Provided entries |
+-------+
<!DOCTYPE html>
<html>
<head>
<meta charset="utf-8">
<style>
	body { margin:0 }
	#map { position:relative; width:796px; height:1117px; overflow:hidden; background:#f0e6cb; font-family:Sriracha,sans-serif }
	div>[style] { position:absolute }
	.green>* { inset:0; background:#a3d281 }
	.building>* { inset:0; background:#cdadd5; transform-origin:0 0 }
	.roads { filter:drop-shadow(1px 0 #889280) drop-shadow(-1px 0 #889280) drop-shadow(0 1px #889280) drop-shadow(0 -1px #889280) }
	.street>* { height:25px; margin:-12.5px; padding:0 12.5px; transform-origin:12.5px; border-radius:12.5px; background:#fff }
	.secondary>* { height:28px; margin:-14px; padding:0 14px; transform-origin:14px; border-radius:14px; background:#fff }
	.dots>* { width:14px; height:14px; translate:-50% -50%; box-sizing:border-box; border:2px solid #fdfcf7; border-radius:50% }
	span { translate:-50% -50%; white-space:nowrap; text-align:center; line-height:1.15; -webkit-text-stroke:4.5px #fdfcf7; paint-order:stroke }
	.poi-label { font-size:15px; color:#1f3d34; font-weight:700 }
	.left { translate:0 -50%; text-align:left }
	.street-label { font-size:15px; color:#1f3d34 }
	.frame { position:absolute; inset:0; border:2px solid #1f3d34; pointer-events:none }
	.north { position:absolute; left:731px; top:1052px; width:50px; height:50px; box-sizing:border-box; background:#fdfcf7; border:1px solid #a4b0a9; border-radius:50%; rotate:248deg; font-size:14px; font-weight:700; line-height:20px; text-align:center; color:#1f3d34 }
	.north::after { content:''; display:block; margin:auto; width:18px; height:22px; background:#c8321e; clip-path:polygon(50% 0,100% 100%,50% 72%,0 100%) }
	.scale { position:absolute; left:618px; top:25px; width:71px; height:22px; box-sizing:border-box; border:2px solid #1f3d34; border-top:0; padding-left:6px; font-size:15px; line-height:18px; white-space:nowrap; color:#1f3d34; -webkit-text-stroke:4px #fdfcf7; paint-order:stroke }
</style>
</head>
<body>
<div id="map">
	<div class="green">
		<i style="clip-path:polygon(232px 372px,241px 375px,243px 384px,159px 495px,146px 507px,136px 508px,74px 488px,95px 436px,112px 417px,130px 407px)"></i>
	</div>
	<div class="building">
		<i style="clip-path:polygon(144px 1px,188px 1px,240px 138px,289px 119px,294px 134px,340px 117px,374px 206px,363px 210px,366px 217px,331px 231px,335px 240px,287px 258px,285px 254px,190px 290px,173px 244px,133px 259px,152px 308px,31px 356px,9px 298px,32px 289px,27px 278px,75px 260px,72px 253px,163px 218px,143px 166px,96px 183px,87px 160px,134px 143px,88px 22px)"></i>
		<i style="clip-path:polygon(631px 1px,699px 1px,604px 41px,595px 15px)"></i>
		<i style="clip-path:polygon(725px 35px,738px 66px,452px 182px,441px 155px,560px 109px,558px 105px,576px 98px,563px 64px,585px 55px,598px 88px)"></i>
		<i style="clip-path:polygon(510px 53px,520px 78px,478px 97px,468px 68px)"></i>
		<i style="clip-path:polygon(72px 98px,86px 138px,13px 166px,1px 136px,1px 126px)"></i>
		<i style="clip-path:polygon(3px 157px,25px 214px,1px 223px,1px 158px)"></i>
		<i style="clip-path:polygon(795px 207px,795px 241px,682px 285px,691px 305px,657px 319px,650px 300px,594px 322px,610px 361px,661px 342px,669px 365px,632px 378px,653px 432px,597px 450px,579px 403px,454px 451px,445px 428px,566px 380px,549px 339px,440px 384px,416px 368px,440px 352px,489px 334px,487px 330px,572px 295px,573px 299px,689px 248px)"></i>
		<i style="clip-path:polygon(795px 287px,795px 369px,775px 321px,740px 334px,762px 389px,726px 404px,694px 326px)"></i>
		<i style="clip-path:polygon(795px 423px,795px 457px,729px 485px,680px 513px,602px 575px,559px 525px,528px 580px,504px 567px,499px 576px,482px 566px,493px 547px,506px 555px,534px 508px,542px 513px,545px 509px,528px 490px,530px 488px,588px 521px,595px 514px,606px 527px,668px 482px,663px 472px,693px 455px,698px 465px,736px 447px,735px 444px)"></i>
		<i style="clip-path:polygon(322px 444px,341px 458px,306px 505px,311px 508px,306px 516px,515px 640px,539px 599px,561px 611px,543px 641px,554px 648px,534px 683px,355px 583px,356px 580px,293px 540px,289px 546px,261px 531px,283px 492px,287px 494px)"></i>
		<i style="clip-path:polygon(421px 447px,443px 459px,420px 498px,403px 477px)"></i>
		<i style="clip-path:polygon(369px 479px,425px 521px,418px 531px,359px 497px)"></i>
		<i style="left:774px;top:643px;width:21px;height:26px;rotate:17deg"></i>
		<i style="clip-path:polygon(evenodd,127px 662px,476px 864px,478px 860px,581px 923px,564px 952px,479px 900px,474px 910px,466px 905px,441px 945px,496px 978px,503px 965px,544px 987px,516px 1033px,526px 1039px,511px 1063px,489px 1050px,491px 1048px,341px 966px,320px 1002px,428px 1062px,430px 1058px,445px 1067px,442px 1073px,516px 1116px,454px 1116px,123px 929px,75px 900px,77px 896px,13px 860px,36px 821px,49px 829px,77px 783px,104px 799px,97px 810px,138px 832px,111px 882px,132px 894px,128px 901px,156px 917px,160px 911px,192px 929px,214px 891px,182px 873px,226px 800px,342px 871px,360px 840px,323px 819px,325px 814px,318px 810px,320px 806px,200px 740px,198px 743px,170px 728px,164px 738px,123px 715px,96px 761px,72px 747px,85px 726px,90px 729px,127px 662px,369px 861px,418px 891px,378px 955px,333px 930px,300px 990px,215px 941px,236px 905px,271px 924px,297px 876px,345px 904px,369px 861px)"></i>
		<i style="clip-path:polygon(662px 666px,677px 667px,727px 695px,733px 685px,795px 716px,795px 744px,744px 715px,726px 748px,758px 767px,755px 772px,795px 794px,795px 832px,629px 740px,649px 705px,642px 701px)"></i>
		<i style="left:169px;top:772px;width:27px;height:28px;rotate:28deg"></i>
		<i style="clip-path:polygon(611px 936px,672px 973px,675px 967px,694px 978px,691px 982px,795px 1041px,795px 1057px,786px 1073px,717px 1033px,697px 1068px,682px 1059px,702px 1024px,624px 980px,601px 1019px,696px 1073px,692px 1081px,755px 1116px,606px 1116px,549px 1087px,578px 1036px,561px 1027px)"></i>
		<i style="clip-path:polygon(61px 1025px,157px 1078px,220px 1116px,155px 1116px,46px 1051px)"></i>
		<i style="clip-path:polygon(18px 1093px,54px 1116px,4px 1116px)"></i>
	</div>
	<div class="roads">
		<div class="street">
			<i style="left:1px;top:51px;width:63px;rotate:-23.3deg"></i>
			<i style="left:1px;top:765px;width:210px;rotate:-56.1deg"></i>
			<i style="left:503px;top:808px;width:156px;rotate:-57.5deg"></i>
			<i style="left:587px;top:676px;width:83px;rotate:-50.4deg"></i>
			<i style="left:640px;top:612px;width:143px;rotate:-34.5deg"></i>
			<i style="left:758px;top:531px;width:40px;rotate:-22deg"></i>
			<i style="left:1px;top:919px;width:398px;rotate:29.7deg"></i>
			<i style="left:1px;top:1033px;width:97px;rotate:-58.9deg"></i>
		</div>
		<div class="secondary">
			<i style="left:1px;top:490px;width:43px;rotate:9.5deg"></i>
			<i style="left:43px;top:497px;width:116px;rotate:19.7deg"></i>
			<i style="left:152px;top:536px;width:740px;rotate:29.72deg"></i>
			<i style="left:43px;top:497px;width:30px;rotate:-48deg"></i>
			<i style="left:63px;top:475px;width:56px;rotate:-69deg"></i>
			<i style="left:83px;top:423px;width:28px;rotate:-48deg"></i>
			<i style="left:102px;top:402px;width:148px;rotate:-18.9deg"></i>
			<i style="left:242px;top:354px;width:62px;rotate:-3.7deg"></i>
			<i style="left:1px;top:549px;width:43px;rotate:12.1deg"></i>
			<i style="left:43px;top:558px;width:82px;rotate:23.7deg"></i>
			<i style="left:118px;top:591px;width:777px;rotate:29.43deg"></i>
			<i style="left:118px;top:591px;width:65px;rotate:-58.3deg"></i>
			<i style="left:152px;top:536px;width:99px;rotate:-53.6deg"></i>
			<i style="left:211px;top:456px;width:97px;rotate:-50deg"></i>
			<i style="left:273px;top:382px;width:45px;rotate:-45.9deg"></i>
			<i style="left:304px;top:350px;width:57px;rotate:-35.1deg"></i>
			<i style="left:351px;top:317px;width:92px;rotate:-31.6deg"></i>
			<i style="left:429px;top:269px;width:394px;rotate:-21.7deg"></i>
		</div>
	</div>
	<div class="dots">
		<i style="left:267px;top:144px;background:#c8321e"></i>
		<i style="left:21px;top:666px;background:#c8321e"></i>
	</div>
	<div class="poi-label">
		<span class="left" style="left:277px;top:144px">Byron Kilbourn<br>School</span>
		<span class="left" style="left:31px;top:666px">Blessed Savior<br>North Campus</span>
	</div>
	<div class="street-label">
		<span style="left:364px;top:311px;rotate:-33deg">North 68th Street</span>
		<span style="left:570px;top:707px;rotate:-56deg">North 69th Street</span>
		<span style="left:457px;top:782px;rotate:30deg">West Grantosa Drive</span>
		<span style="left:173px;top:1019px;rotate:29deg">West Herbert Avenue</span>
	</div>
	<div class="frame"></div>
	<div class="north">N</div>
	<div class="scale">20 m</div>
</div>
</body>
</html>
+-------+
Task goal | The lines above, from the first through the one containing "font-size:15px; color:#1f3d34; font-weight:700", must be restated word for word, with nothing added.

Exercise output |
<!DOCTYPE html>
<html>
<head>
<meta charset="utf-8">
<style>
	body { margin:0 }
	#map { position:relative; width:796px; height:1117px; overflow:hidden; background:#f0e6cb; font-family:Sriracha,sans-serif }
	div>[style] { position:absolute }
	.green>* { inset:0; background:#a3d281 }
	.building>* { inset:0; background:#cdadd5; transform-origin:0 0 }
	.roads { filter:drop-shadow(1px 0 #889280) drop-shadow(-1px 0 #889280) drop-shadow(0 1px #889280) drop-shadow(0 -1px #889280) }
	.street>* { height:25px; margin:-12.5px; padding:0 12.5px; transform-origin:12.5px; border-radius:12.5px; background:#fff }
	.secondary>* { height:28px; margin:-14px; padding:0 14px; transform-origin:14px; border-radius:14px; background:#fff }
	.dots>* { width:14px; height:14px; translate:-50% -50%; box-sizing:border-box; border:2px solid #fdfcf7; border-radius:50% }
	span { translate:-50% -50%; white-space:nowrap; text-align:center; line-height:1.15; -webkit-text-stroke:4.5px #fdfcf7; paint-order:stroke }
	.poi-label { font-size:15px; color:#1f3d34; font-weight:700 }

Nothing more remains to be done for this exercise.